[Work instruction]: Filter the records for lines holding the string "limit".

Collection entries
☆ ☆ ☆

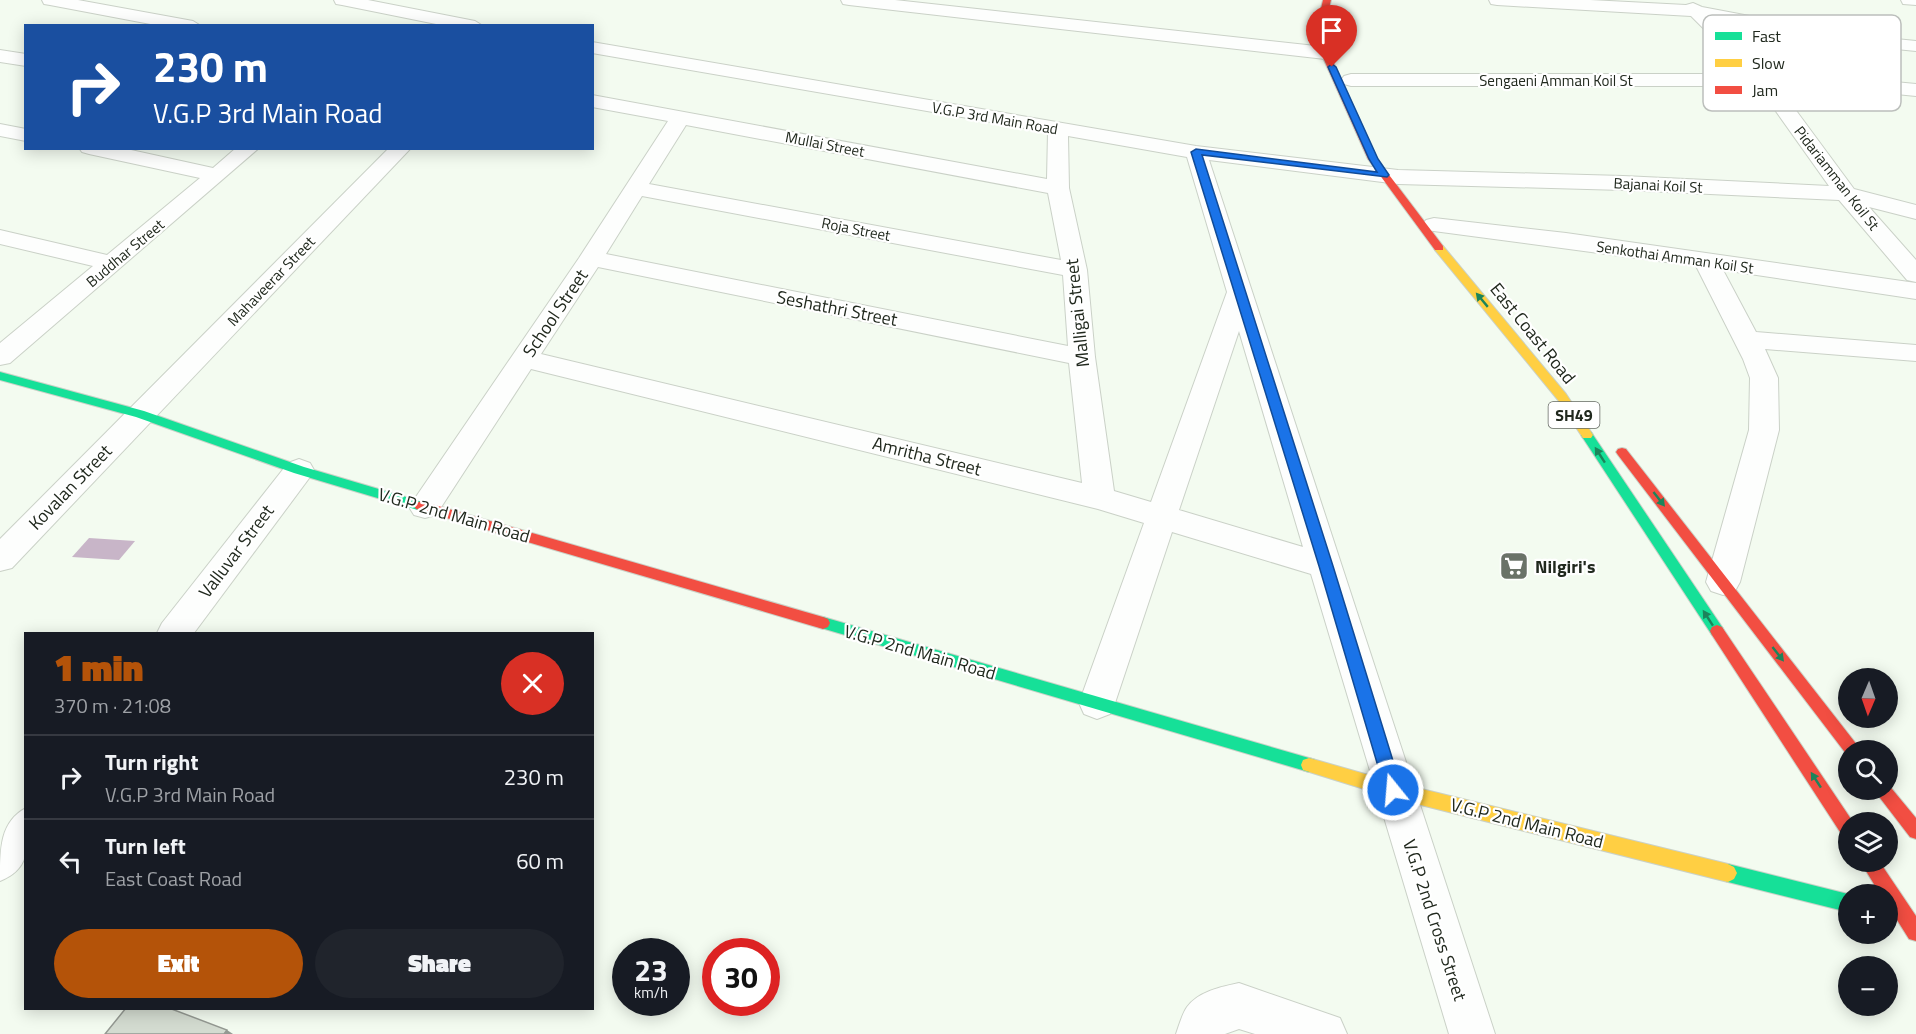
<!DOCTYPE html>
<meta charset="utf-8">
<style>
body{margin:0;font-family:"Titillium Web",sans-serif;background:#20242c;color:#f1f3f6;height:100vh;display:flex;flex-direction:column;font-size:22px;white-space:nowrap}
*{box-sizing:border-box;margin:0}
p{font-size:20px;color:#9ea1a6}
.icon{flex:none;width:33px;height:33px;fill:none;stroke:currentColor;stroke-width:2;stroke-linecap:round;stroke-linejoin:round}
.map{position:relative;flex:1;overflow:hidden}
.details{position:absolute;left:24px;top:632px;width:570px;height:378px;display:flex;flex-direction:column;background:#171b24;border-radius:0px;box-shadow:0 3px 15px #0003}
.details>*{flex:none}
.banner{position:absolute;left:24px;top:24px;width:570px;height:126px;border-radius:0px;box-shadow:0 3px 15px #0003;background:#1a4fa0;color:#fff;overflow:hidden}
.needle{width:39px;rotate:182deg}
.buttons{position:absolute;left:1838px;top:668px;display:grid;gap:12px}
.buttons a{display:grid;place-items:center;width:60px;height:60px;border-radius:50%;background:#171b24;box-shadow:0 3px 15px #0003;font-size:30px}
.speed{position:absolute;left:612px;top:938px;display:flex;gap:12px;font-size:30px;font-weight:700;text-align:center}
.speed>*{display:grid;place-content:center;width:78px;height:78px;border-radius:50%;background:#171b24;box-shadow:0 3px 15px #0003;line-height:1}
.speed small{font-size:15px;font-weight:400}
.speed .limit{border:9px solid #d22;background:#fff;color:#111}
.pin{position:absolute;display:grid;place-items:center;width:51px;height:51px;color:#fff;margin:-62px -26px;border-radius:50% 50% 50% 0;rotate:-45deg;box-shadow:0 0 6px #0007}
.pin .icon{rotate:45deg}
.me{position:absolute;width:66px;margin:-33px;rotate:343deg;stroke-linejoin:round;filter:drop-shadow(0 0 4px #0008)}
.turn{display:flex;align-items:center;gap:21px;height:126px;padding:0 30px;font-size:27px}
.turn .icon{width:78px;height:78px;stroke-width:2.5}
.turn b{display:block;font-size:42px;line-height:51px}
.round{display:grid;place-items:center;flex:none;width:63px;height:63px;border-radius:32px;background:#20242c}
.summary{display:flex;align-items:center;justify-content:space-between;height:102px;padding:0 30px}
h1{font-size:36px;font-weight:800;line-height:45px;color:#b45309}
.primary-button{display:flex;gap:12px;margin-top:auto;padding:12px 30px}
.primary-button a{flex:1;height:69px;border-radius:36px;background:#b45309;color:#fff;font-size:24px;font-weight:800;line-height:69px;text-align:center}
.primary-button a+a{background:#20242c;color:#f1f3f6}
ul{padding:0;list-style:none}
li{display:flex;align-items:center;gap:18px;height:84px;padding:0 30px;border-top:2px solid #363941}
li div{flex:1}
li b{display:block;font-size:22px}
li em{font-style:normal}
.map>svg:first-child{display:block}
.water{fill:#c8b5c8}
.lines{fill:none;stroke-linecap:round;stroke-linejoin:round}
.street-casing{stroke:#cad1c7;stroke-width:2}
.fast-casing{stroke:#cad1c7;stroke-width:2}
.slow-casing{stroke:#cad1c7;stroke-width:2}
.jam-casing{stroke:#cad1c7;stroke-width:2}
.street{fill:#fdfefd;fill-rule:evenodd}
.fast{fill:#16e098;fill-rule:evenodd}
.slow{fill:#ffcf43;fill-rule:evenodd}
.jam{fill:#f24e42;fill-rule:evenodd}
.shaded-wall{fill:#949992}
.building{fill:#d3dbd0;stroke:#949992;stroke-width:1.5}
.oneway{fill:#1c845b}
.route{fill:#1a73e8;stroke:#114b97;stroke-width:1.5}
.labels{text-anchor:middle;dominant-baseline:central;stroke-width:4.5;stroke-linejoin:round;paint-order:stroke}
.far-street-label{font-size:15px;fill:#21291e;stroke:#fff}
.shield{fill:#fff;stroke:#646962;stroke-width:1.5}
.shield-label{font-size:16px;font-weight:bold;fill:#21291e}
.street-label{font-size:18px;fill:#21291e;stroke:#fff}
.poi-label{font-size:18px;font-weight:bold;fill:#21291e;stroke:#fff;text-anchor:start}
.key{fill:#fff;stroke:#bcbfbc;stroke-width:1.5}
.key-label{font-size:16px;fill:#21291e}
</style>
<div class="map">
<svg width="1916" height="1034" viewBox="0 0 1916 1034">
<rect width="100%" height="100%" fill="#f3fbf0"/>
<!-- water -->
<path class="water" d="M89,538L135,541L119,560L72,557Z"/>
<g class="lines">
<!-- street casing -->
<g class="street-casing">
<g id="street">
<path d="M42,0H78L193,21L201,26H161L50,5L44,4Z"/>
<path d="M334,0H368L475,21L483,26H446L342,5L336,4Z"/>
<path d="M841,0H895L1325,47L1332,49L1334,53L1332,57L1325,59L849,5L843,4Z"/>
<path d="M1489,0H1590L1686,5L1693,3L1702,7L1781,22L1815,25L1866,36L1916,41V51L1866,46L1815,35L1781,32L1715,20L1766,70L1916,84V96L1775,82L1854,189L1916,205V219L1869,207L1916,260V282L1907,280L1839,200L1623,190L1398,184L1209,160L1495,1034H1449L1311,574L1172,532L1115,703L1110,714L1097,719L1084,714L1079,703L1144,523L1098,509L531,369L436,515L425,518L414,515L409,507L579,258L668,121L592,107V95L1047,179L1048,132L592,53V42L1196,146L1398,170L1623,176L1829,186L1758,86H1351L1344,84L1341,80L1344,76L1351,74H1749L1691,16L1497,5L1491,4ZM686,125L1048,193L1061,260L649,184ZM1068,136L1187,157L1227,292L1151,502L1114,491L1095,357L1087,270L1069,188ZM642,196L1063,275L1068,346L606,254ZM598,267L1069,363L1082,483L541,354ZM1239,331L1303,547L1179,510Z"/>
<path d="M1901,0H1916V5L1903,4Z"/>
<path d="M0,50L26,54V66L0,62Z"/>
<path d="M0,124L26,129V141L0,136Z"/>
<path d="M79,148H122L213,168L236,148H259L10,363L0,365V343L93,266L0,244V230L107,255L200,178L89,154L82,152Z"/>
<path d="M389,148H411L12,568L0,571V539Z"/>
<path d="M1434,218L1566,233L1916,283V299L1723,270L1756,332L1916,345V361L1765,349L1778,378L1779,430L1740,582L1735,591L1723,595L1711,591L1706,582L1749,430L1750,378L1743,359L1696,266L1426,230L1422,225L1426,220Z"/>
<path d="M299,459L310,463L314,470L310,477L194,633H157L162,623L288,463Z"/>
<path d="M26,808C26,841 35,867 0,881C0,848 0,822 26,808Z"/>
<path d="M1239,983L1340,1018L1347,1034H1255L1239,1029L1225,1034H1176C1179,1026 1182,1014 1187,1007C1199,991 1221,987 1239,983Z"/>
</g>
</g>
<!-- fast casing -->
<g class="fast-casing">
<g id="fast">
<path d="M0,372L144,411L304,467L426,503L428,506L421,511L294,473L136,417L0,380Z"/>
<path d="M1587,431L1591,432L1722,627L1724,631L1722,635L1717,637L1712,635L1581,435Z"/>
<path d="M823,617L1309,758L1315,760L1317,765L1315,770L1309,772L818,627L816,623L818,619Z"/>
<path d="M1728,864L1848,894V912L1728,882L1722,879L1719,873L1722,867Z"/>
</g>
</g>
<!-- slow casing -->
<g class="slow-casing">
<g id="slow">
<path d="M1439,245L1443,246L1566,394L1593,435L1591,438H1583L1558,400L1435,250L1434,248Z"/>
<path d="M1309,758L1393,782L1728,864L1734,867L1737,873L1734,879L1728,882L1393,798L1303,770L1301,765L1303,760Z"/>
</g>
</g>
<!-- jam casing -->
<g class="jam-casing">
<g id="jam">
<path d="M1323,0H1331L1327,17L1329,53L1377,159L1443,246V250H1435L1368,159L1321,53L1319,17Z"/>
<path d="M1622,448L1626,449L1861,750H1848L1847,755L1618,455L1616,452L1618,449Z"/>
<path d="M421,501L823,617L828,619L830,623L828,627L823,629L416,509L414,506L416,503Z"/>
<path d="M1717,625L1722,627L1853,822H1848V837L1842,835L1712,635L1710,631L1712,627Z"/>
<path d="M1887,783L1916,818V839L1910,837L1877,794L1875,789H1887Z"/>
<path d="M1860,861H1879L1916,916V941L1909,939L1887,904V894H1880Z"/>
</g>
</g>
<!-- street -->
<use href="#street" class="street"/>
<!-- fast -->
<use href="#fast" class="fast"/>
<!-- slow -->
<use href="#slow" class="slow"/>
<!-- jam -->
<use href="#jam" class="jam"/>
</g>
<!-- shaded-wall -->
<path class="shaded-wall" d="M227,1030L233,1034H224Z"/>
<!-- building -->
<path class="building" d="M126,1008H169L227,1030L224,1034H105Z"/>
<!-- one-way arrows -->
<defs><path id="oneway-solid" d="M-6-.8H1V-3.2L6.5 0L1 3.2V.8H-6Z" transform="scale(1.5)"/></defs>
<g class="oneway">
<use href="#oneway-solid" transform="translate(1482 300) rotate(-130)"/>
<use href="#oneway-solid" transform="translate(1600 455) rotate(-123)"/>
<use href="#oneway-solid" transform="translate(1659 499) rotate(52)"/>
<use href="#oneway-solid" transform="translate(1708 618) rotate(-123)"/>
<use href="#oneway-solid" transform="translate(1778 654) rotate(52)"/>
<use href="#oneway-solid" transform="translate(1816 780) rotate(-123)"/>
</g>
<!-- route -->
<path class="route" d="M1332,64L1336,67L1378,159L1389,175L1387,177L1202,155L1333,566L1402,790L1399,795L1393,798L1387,795L1385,790L1319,566L1191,152L1196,149L1377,172L1369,159L1328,67Z"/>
<!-- icons -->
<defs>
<g id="supermarket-square" transform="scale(1.5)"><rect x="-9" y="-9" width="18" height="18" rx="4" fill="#6a7268" stroke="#fff"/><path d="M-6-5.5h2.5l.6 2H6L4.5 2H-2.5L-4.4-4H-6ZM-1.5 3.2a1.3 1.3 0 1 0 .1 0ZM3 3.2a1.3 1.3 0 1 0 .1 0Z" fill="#fff"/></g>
</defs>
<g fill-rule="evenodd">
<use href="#supermarket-square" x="1514" y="566"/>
</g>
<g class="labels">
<!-- far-street labels -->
<g class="far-street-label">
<text x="1556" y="80">Sengaeni Amman Koil St</text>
<text transform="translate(995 118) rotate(10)">V.G.P 3rd Main Road</text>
<text transform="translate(825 144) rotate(11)">Mullai Street</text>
<text transform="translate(1837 178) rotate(52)">Pidariamman Koil St</text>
<text transform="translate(1658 185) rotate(3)">Bajanai Koil St</text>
<text transform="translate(856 229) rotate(11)">Roja Street</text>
<text transform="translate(125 253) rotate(-40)">Buddhar Street</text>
<text transform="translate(1675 257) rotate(8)">Senkothai Amman Koil St</text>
<text transform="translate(271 281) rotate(-46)">Mahaveerar Street</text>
</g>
<!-- shield labels -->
<rect class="shield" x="1548.5" y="402" width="51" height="26" rx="4.5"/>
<g class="shield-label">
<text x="1574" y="415">SH49</text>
</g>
<!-- street labels -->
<g class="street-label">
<text transform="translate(837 308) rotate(11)">Seshathri Street</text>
<text transform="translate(555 313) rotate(-56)">School Street</text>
<text transform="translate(1077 313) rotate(-96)">Malligai Street</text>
<text transform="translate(1533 333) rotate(51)">East Coast Road</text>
<text transform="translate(927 456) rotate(14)">Amritha Street</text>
<text transform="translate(70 487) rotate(-46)">Kovalan Street</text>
<text transform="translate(454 515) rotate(16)">V.G.P 2nd Main Road</text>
<text transform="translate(236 551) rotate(-53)">Valluvar Street</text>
<text transform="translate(920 652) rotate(16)">V.G.P 2nd Main Road</text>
<text transform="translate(1527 823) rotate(14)">V.G.P 2nd Main Road</text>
<text transform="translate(1435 920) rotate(72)">V.G.P 2nd Cross Street</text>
</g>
<!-- poi labels -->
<g class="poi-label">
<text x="1535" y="566">Nilgiri's</text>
</g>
</g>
<!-- legend -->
<rect x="1703" y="15" width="198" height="96" rx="9" class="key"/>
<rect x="1715" y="32" width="27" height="8" fill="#16e098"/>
<rect x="1715" y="59" width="27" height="8" fill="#ffcf43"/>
<rect x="1715" y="86" width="27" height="8" fill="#f24e42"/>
<g class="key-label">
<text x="1752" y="42">Fast</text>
<text x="1752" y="69">Slow</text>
<text x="1752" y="96">Jam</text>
</g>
</svg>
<div class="buttons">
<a><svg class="needle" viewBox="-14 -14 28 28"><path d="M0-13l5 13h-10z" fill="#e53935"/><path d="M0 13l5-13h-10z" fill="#9ea1a6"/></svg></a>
<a><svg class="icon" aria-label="search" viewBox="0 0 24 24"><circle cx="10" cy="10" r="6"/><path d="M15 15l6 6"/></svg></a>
<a><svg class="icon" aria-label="layers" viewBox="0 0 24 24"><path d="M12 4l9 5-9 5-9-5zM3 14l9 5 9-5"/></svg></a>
<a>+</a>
<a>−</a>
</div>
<div class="speed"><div>23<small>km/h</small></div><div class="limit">30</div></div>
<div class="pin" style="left:1332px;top:67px;background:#d93025"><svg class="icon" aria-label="arrive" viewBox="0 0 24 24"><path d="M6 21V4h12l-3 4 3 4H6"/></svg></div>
<svg class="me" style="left:1393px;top:790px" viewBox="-20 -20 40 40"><circle r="17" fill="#1a73e8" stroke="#fff" stroke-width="3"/><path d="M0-11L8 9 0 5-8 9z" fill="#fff"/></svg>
<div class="banner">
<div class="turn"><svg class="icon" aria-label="right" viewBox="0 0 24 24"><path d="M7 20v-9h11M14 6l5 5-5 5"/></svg><div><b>230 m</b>V.G.P 3rd Main Road</div></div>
</div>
<section class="details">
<div class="summary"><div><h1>1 min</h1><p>370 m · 21:08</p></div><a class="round" style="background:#d93025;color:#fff"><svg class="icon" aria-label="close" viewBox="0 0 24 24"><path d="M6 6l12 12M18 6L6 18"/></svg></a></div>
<ul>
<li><svg class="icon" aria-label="right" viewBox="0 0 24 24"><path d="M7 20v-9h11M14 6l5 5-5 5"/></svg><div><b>Turn right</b><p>V.G.P 3rd Main Road</p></div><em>230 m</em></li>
<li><svg class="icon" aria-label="left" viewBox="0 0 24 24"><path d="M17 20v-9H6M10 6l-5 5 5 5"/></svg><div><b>Turn left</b><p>East Coast Road</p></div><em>60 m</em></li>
</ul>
<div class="primary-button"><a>Exit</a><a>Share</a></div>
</section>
</div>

☆ ☆ ☆

[Exercise answer]:
.speed .limit{border:9px solid #d22;background:#fff;color:#111}
<div class="speed"><div>23<small>km/h</small></div><div class="limit">30</div></div>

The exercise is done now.